## ABOUT THIS TASK
Write out the entries, please, from the line containing "For a GIS import: Summarize" through their final line, exactly and with nothing else.

[Records from a data collection]
*** Block opens ***

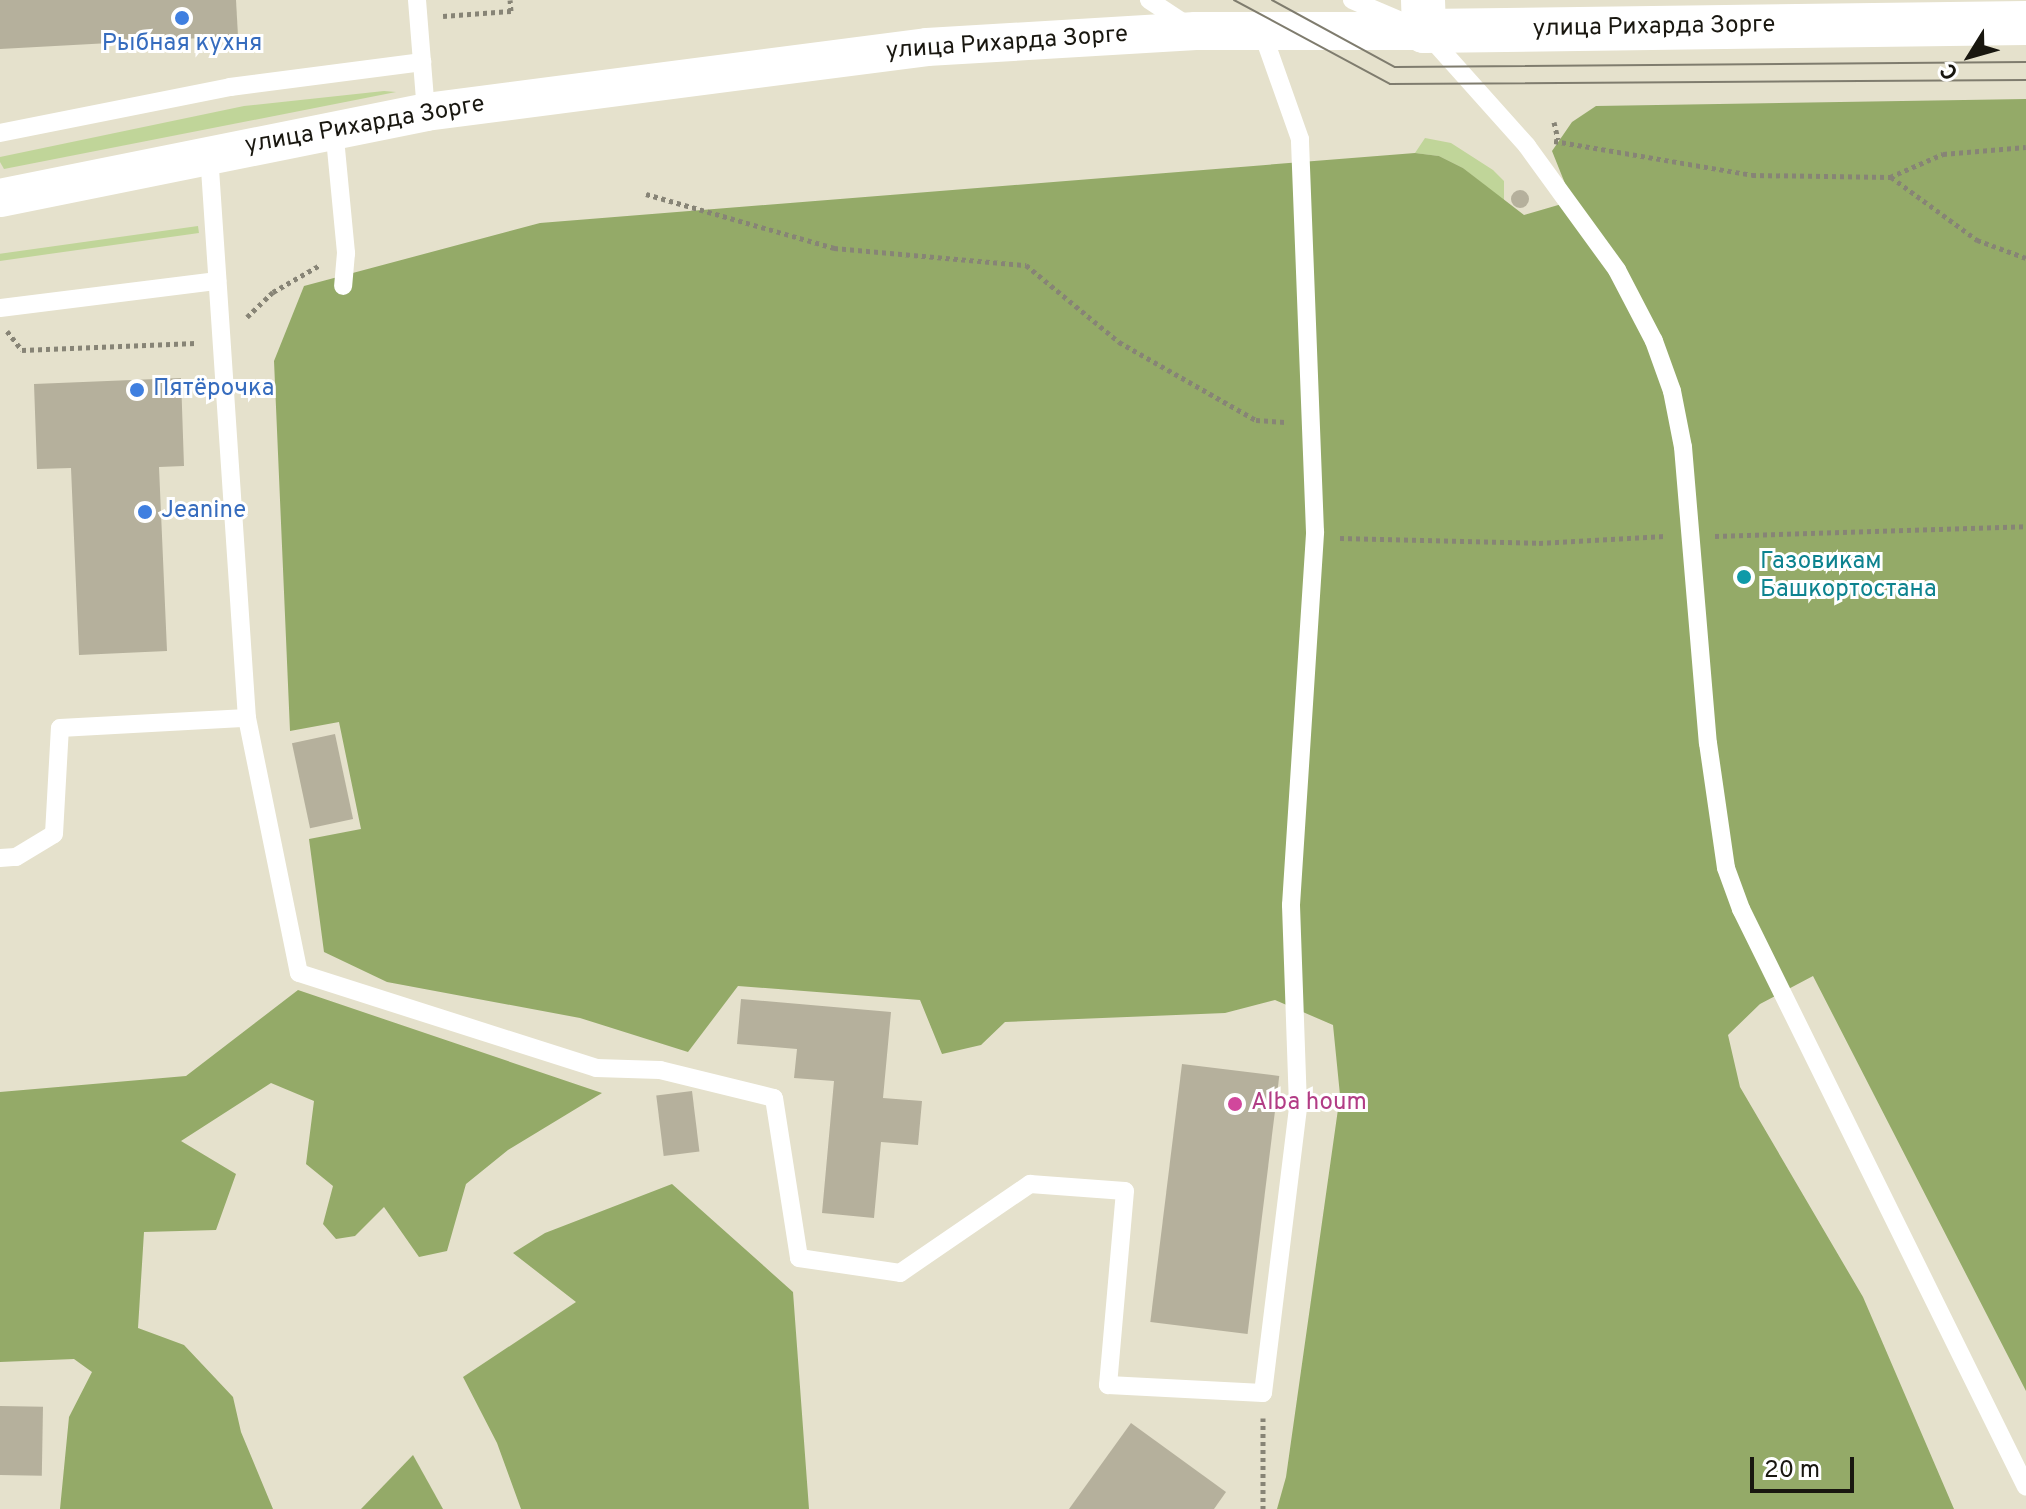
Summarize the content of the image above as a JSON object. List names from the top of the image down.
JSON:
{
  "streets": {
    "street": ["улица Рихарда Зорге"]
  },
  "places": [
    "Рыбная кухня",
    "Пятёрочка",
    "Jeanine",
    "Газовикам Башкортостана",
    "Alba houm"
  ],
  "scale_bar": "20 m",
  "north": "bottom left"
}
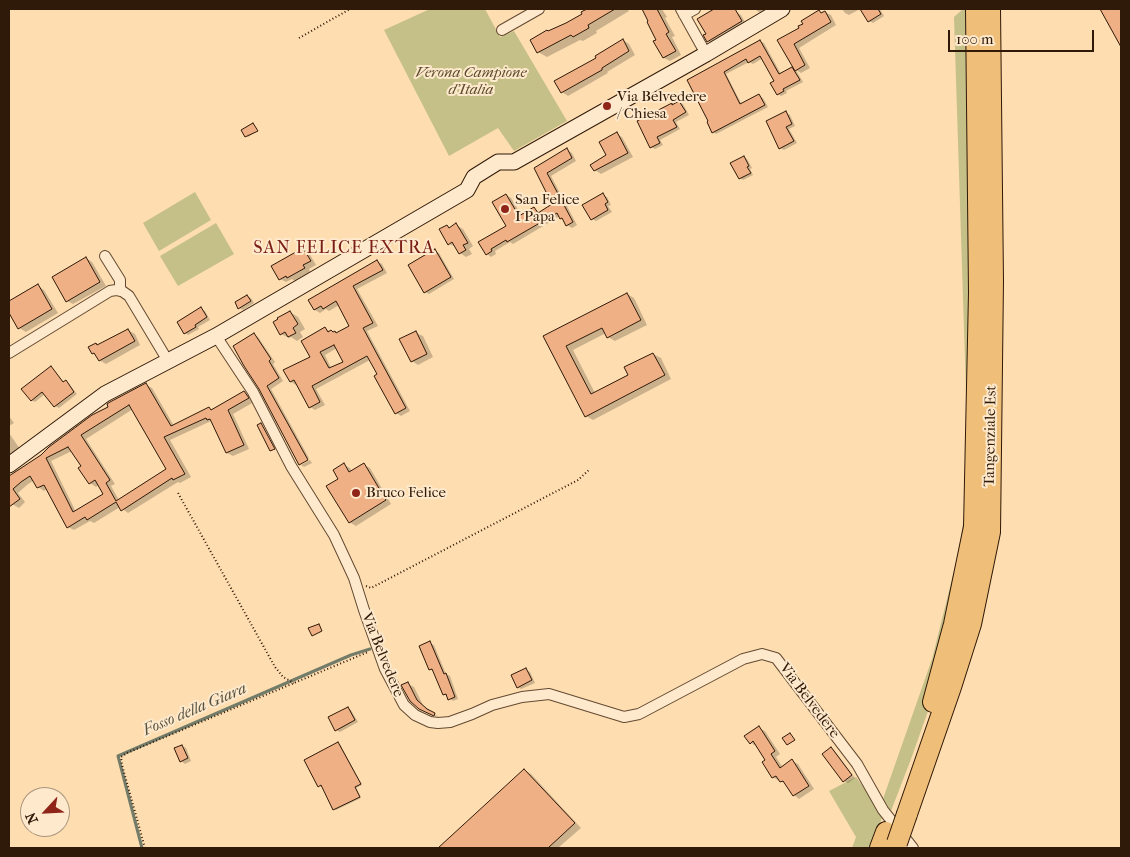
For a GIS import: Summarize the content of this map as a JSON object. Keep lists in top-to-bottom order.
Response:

*** Block closes ***

## EXPECTED OUTPUT
For a GIS import: Summarize the content of this map as a JSON object. Keep lists in top-to-bottom order.
Response:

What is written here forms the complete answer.